This is a major international book fair and it was extremely unlikely that any stands would still be available - they are generally booked a year in advance. I got on the phone to the organisers and demanded the smallest possible space in the Art Square section where, according to the website, there would be livres d'artiste exhibitors. As luck would have it Stand B46 was not taken. I took it. Too late for inclusion in the already printed catalogue but an online mention was posted. The Old Stile Press generously agreed to share the cost of my coup de tête and I took plenty of OSP publicity along with copies of the three books we have collaborated on: Revelation, Scenes from the Life of Jesus and, of course, the newly minted Trans-Siberian Prosody and Little Jeanne from France.
Pushing the button which activates my inner robot I sprang into Organiser Mode, booked Eurostar tickets, obtained instructions for collecting keys to my sister's flat in Paris, bought a new lightweight wheelie suitcase to carry heavy books, ordered business cards and ...ah... that's when I noticed my outer robot was not as springy as it used to be. On the way to collect the cards all the way across London, the tube suddenly stopped abruptly and I fell, hard, onto my right side. Sharp pain in the ribs but, lifted up by kind passengers, I went on my way with no further ado. Further ado came later when cracked ribs began protesting every movement they were forced to make before, during and after unpremeditated jaunt to a book fair, of all things unsuited to dodgy ribs. Fortunately I could take advantage of the situation by asking for Assistance getting on and off Eurostar and was hugely impressed by their efficiency in this respect.
Did I enjoy the whole experience? No. Would I do it again? No. Was it worth doing? Yes, absolutely. Reasons why it was not enjoyable: cracked ribs. Freezing cold inside the huge hall (heating out of order). Not the right ambiance for showing/selling this kind of book. Bad/expensive snack food at the fair. Interminable hours sitting and mostly standing.

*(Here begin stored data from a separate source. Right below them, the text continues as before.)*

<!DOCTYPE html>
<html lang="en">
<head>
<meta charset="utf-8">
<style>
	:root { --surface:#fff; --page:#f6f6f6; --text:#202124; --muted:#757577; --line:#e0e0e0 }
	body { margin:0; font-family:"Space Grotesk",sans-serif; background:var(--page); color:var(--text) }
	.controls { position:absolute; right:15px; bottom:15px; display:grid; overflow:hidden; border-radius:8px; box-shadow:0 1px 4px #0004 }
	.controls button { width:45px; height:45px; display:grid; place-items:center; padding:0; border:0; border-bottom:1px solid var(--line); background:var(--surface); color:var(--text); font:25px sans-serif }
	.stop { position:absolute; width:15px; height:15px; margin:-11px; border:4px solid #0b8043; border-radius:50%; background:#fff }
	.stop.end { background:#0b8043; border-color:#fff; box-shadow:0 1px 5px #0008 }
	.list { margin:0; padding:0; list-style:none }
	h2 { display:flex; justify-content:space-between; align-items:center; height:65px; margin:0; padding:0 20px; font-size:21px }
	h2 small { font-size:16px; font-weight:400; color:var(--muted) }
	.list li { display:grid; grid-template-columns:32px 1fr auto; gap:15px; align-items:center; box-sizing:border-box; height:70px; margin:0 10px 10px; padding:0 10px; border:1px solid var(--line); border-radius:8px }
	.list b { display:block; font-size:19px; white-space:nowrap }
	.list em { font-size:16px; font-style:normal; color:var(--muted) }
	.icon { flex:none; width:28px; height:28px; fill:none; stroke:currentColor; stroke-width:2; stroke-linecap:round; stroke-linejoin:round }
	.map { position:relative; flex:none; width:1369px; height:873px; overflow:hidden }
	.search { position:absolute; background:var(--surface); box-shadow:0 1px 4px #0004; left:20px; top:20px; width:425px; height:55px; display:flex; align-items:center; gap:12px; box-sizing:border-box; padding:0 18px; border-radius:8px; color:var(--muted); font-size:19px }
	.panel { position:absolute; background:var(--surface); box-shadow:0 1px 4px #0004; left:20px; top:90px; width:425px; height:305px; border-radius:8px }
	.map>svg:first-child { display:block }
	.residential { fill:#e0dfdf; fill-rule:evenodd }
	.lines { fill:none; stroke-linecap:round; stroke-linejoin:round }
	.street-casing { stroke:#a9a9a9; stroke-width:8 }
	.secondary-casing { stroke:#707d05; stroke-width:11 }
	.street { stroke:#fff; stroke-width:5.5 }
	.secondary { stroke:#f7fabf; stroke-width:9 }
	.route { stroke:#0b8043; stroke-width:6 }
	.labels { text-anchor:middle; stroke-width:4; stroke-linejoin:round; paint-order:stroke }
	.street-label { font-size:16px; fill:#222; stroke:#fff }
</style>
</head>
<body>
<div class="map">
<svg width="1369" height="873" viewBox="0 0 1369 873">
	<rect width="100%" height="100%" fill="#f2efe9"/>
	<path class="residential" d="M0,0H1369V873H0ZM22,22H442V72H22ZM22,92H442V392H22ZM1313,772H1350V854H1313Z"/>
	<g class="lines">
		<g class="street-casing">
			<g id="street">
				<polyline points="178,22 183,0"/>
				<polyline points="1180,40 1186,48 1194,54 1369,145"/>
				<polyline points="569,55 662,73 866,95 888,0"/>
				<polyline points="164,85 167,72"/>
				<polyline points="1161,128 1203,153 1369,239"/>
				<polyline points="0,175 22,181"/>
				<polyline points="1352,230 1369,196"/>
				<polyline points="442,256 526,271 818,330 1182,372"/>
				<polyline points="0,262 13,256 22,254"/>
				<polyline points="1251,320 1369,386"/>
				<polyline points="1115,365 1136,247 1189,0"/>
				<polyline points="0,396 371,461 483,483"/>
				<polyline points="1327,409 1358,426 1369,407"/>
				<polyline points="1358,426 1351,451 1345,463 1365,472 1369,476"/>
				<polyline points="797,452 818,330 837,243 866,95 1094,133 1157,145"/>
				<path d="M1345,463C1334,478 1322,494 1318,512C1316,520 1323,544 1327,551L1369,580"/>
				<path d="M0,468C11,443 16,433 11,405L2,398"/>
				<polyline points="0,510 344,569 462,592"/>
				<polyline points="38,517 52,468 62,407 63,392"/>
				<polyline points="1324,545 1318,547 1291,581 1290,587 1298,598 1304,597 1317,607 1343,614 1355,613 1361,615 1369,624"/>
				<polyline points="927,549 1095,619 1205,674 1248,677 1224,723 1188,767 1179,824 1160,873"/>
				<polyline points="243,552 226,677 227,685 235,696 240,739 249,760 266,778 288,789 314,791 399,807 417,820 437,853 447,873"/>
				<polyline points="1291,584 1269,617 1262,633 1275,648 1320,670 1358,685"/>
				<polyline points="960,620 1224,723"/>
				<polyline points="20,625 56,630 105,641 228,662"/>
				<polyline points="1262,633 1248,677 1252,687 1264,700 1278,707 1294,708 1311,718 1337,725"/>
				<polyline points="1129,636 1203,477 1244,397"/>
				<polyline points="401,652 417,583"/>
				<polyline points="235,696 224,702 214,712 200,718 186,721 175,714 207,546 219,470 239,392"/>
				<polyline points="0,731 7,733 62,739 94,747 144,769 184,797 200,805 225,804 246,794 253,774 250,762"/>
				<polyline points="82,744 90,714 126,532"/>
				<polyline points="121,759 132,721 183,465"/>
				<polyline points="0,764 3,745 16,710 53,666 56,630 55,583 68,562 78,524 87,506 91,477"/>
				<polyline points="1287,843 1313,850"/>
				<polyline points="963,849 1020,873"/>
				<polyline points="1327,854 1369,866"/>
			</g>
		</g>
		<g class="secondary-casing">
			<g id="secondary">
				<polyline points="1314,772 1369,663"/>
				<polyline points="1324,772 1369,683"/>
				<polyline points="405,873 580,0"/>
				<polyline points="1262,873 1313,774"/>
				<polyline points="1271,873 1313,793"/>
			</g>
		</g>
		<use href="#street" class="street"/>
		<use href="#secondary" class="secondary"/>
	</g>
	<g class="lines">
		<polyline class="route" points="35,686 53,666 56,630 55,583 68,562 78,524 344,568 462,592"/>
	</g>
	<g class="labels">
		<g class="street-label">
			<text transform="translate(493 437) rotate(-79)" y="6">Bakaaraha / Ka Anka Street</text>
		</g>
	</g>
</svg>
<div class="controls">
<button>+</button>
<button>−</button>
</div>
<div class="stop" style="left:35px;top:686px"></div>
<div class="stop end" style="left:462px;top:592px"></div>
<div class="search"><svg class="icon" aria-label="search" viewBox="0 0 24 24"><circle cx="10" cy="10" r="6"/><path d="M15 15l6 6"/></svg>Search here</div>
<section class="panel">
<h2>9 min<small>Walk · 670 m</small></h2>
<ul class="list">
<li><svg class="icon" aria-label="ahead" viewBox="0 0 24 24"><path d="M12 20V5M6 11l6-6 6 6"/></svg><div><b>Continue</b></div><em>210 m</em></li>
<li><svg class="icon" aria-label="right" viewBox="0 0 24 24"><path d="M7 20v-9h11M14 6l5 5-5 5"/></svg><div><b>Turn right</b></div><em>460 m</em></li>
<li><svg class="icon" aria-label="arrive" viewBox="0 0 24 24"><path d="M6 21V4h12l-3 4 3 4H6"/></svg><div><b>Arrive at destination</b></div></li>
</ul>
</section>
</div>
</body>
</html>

Long daily metro journeys to and fro. Awkward and off-piste position of stand B46 at first.
One of a few (not good) snacking areas.
Reasons why it was worthwhile: excellent contacts established. Meetings with some very interesting and sympathique individuals. One sale and potentially more to come. Sincere, deeply touching comments from many who stopped by. Everyone, regardless of background or age (including adolescents) was familiar with the writings of Blaise Cendrars and admired our version of Trans-Siberian. Fellow exhibitors in the immediate vicinity were without exception friendly and supportive. And, on the third day, out of the blue, a Salon official came over and told me to get ready fast because he was moving B46 to a much better position. Delighted and puzzled as to why this hadn't been done sooner since the space had been free before, I shifted my stuff pronto to the wider area with much improved visibility.

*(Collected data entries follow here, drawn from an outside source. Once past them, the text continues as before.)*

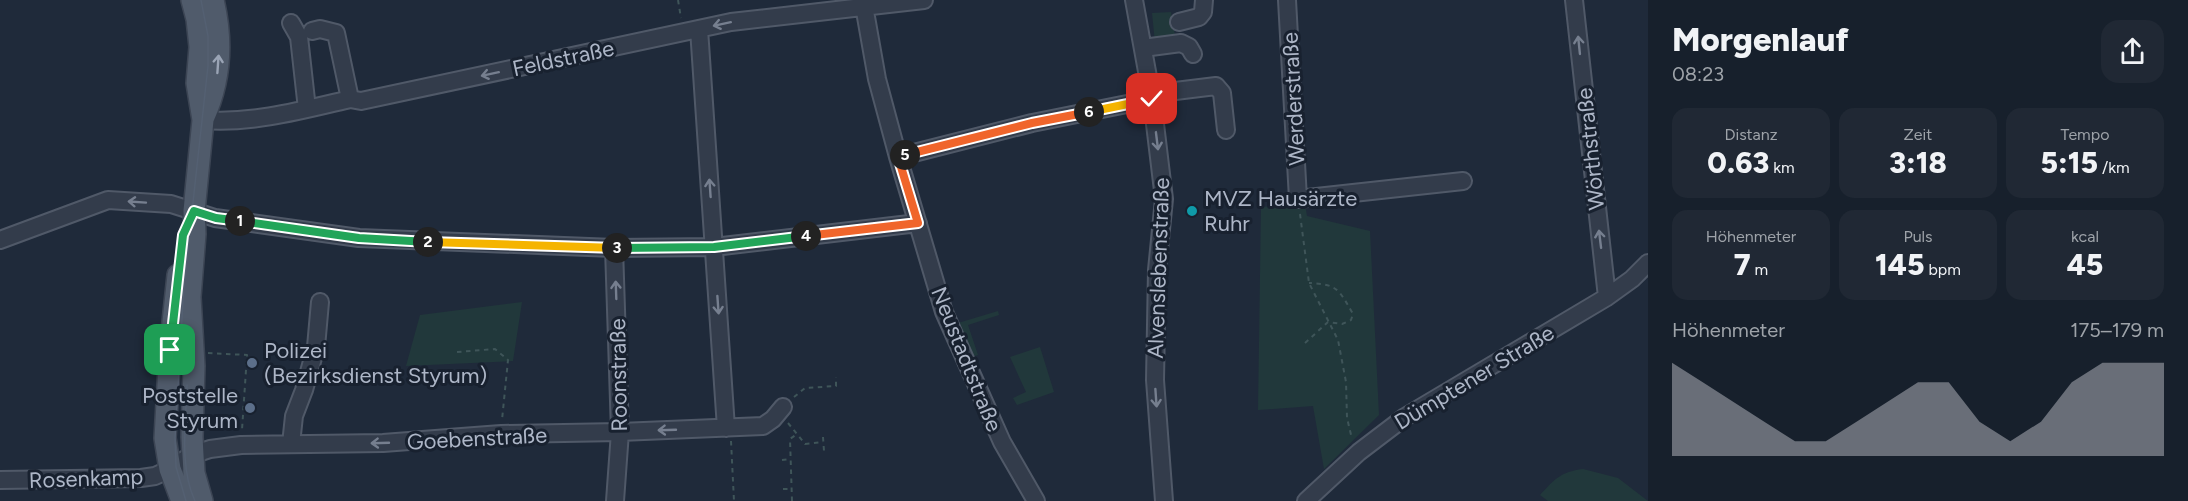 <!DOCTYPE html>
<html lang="de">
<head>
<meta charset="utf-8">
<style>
	body { margin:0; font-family:Figtree,sans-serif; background:#202834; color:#f1f3f6; height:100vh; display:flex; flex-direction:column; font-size:22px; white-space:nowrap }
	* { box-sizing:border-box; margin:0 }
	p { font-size:20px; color:#9ea3a9 }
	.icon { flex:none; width:33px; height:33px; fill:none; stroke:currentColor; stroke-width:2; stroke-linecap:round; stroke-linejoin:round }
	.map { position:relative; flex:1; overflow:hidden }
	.drawer { display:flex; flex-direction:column; background:#17202c; width:540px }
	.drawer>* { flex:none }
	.pin { position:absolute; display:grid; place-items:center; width:51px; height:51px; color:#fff; margin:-26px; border-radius:12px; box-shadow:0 3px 9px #0006 }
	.km { position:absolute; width:30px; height:30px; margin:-15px; border-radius:50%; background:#222; color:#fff; font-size:16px; line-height:30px; text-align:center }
	.round { display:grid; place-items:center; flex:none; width:63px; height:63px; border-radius:18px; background:#202834 }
	.overview { display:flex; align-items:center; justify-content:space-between; height:102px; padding:0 24px }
	h1 { font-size:33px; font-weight:800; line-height:45px }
	.stats { display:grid; grid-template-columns:repeat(3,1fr); gap:9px; height:102px; padding:6px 24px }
	.stats div { display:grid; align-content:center; border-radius:15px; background:#202834; text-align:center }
	.stats b { font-size:30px; font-weight:800 }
	.stats small { font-size:16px; font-weight:400 }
	.stats p { font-size:16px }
	.chart { height:168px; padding:12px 24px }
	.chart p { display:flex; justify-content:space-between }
	.chart svg { width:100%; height:108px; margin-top:6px; fill:#8c9099; opacity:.7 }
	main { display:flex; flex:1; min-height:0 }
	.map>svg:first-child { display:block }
</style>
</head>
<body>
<main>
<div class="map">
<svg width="1648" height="501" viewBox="0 0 1648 501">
	<rect width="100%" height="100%" fill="#1f2a3a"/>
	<path fill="#21383b" d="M1171,12L1176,41L1155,43L1152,13Z
		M1305,204L1307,216L1370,231L1379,415L1324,469L1313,406L1258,410L1261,207Z
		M522,302L513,361L406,366L420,315Z
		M998,311L999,315L968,325L978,355L971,357L958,323Z
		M1040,347L1054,392L1017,405L1013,398L1026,392L1010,357Z
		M1583,469L1618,478L1648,501H1548L1540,495C1555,479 1560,472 1583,469Z"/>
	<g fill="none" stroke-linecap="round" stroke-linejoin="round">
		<defs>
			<path id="minor" d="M863,0L877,79L898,157L944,312L1002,442L1036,501
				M1134,0L1152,99L1164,199L1157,270L1155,380L1164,501
				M1287,0L1298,199L1463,181
				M1574,0L1607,297
				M1179,22L1199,17L1203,12L1204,0
				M291,23L299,37L307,109
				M699,29L726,428
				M312,31L320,29L336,33L350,99
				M1143,48L1181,43L1189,47L1193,54
				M1151,94L1216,86L1222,93L1226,130
				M203,120C252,124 303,110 350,99L361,101L731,22L924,0
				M898,157L1032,123L1152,99
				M0,240L108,200L171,204L215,218L359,238L614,248L714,247L918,223
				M614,248L620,432L615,501
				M291,444L294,416L304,390L316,347L320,302
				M0,480L141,478L155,476L170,469L192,455L210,449L241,445L383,443L501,434L620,432L763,426L773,419L783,407
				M1306,501L1359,452L1405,417L1607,297L1632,279L1648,263"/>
			<path id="major" d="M192,0L197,19L200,47L197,83L203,120L194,211L195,234L190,297L194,366L192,437L194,473L202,501
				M203,119C221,80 223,42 213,0
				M178,275L170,350L165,438L170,469L182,501"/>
		</defs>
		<use href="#minor" stroke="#505968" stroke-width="20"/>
		<use href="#major" stroke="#3c4554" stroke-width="24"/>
		<path stroke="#3f5559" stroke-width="2" stroke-dasharray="4.5 4.5" stroke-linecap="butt" d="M678,0L681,18
			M1300,214L1309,283L1338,340L1346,382L1347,418L1352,439
			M1305,343L1328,322L1342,324L1351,320L1353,314C1339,290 1338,284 1309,283
			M457,352L495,349L508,360L502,420
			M208,353L247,355L242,430
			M794,397L805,388L836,386V377
			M788,423L805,444L823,442
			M823,437L824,451
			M731,441L734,501
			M782,460L791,459
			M783,489H792
			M792,501L790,439L797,434"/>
		<use href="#minor" stroke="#333c4b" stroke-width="16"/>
		<use href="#major" stroke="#505b6b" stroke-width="21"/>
		<path stroke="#546072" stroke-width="1.5" d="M187,385C186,422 179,467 195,501
			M186,501L176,467L175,438L184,284L208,66V36L201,0"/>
	</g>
	<defs><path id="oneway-shaft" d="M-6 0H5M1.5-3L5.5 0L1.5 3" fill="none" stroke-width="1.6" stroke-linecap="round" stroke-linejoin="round" transform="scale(1.5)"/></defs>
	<g stroke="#767f8f">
		<use href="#oneway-shaft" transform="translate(722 24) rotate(168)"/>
		<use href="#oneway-shaft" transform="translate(1579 45) rotate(-96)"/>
		<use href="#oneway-shaft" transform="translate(490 74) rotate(168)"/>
		<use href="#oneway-shaft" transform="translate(1157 141) rotate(83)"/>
		<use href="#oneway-shaft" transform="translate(710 188) rotate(-94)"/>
		<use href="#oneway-shaft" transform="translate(137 202) rotate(-176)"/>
		<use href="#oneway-shaft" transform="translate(1600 239) rotate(-97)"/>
		<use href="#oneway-shaft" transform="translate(616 290) rotate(-92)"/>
		<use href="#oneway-shaft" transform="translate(718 305) rotate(86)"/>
		<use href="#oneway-shaft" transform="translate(1156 398) rotate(86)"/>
		<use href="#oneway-shaft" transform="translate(667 430) rotate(178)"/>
		<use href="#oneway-shaft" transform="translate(380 443) rotate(178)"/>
	</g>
	<use stroke="#9aa4b5" href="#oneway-shaft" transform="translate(218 64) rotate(-86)"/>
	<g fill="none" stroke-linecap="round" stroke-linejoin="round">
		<defs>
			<path id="split-1" d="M170,350L183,235L194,211L216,218L240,221"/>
			<path id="split-2" d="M240,221L359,238L428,242"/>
			<path id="split-3" d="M428,242L617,248"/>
			<path id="split-4" d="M617,248L714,247L806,236"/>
			<path id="split-5" d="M806,236L918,223L898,157L905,155"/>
			<path id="split-6" d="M905,155L1032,123L1089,112"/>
			<path id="split-7" d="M1089,112L1152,99"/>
		</defs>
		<use href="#split-1" stroke="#fff" stroke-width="12"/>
		<use href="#split-2" stroke="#fff" stroke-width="12"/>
		<use href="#split-3" stroke="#fff" stroke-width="12"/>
		<use href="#split-4" stroke="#fff" stroke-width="12"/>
		<use href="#split-5" stroke="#fff" stroke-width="12"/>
		<use href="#split-6" stroke="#fff" stroke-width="12"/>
		<use href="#split-7" stroke="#fff" stroke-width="12"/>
		<use href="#split-1" stroke="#22a559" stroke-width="8"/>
		<use href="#split-2" stroke="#22a559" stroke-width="8"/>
		<use href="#split-3" stroke="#f5b400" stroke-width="8"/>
		<use href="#split-4" stroke="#22a559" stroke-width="8"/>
		<use href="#split-5" stroke="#f0652b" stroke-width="8"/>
		<use href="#split-6" stroke="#f0652b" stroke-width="8"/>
		<use href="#split-7" stroke="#f5b400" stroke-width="8"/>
	</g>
	<circle fill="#0f9aa8" stroke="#18212f" stroke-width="2" cx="1192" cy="211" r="6"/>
	<g fill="#5c6f8a" stroke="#18212f" stroke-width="2">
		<circle cx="252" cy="363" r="6"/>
		<circle cx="250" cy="408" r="6"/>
	</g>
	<g text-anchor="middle" stroke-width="6" stroke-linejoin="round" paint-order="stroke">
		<g font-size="22" fill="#adb6c7" stroke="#18212f">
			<text transform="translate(563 58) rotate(-12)" y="8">Feldstraße</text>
			<text transform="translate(1293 99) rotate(-93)" y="8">Werderstraße</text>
			<text transform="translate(1590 149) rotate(-96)" y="8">Wörthstraße</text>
			<text transform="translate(1158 268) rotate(-88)" y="8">Alvenslebenstraße</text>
			<text transform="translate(967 359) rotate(68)" y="8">Neustadtstraße</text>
			<text transform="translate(618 375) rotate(-91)" y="8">Roonstraße</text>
			<text transform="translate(1474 377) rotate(-31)" y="8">Dümptener Straße</text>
			<text transform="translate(477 438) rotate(-3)" y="8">Goebenstraße</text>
			<text transform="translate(86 478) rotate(-2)" y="8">Rosenkamp</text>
		</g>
		<g font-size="22" fill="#adb6c7" stroke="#18212f" text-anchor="start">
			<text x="1204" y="206">MVZ Hausärzte<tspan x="1204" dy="25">Ruhr</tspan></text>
			<text x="264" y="358">Polizei<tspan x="264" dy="25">(Bezirksdienst Styrum)</tspan></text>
			<text x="238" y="403" text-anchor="end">Poststelle<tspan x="238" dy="25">Styrum</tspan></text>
		</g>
	</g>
</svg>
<div class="pin" style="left:170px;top:350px;background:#1e9e55"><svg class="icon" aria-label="arrive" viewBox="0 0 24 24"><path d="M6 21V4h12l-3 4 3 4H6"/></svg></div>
<div class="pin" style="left:1152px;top:99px;background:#d93025"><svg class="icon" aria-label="check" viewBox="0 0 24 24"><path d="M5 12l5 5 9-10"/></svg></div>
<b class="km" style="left:240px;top:221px">1</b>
<b class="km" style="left:428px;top:242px">2</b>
<b class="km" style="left:617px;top:248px">3</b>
<b class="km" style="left:806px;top:236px">4</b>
<b class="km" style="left:905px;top:155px">5</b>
<b class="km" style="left:1089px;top:112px">6</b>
</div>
<section class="drawer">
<div class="overview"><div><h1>Morgenlauf</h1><p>08:23</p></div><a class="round"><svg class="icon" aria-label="share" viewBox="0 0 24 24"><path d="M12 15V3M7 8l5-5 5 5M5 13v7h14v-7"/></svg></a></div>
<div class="stats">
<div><p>Distanz</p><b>0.63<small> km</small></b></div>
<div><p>Zeit</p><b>3:18</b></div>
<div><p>Tempo</p><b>5:15<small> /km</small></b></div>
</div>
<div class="stats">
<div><p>Höhenmeter</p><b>7<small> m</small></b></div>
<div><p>Puls</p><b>145<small> bpm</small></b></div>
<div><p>kcal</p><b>45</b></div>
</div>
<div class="chart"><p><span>Höhenmeter</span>175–179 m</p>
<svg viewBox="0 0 160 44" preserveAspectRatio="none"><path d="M0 44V6L10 14L20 22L30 30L40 38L50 38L60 30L70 22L80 14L90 14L100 30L110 38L120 30L130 14L140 6L150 6L160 6V44z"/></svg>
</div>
</section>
</main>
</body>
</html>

The signs and prints on the left belonged to another exhibitor.
In the past I've had stands at book fairs in America, in the UK, in Germany and in France and I've never ever liked playing the role of sales/PR person for my own work or being in those high-pressure environments. But one thing makes up for innumerable discomforts: the special people one encounters. For this reason I'm grateful to the inspiration which led me to the Paris Salon du Livre 2015.
Demonstrations of litho printing were given by a master printer.
Many talks took place during the fair, at very loud volume and often all at the same time.
School children arrived in vast numbers. (Note Trans-Sib in foreground)
Back home, ribs settling down, I'm gradually catching up with loads of things left undone when I rushed off, hence my poor blogging performance. Isn't it pretentious and silly to think that blogging or not blogging matters one jot to the universe?
In the universe on Saturday, a wonderful visit from the Lucy and the Tom, both of them together this time. No matter how well you think you know blogger friends you've been reading for some time, their physical presence adds details which neither photos or mental pictures can ever fill in. It was my second 'live' meeting with Tom and my first with Lucy: all the fine qualities she expresses in Box Elder were manifest while entirely new ones were added. Tom, temporarily but frustratingly incapacitated by an injured foot, was still in fine form and we three enjoyed much laughter as well as more than one glass of wine chez moi and with lunch at The Junction across the street. Thanks be to real friendship in the real world.
As this Easter day ends I wish you, my friends known and unknown, a springtime renascence. And what could be more life-affirming than the Kemptons' seriously smiling faces.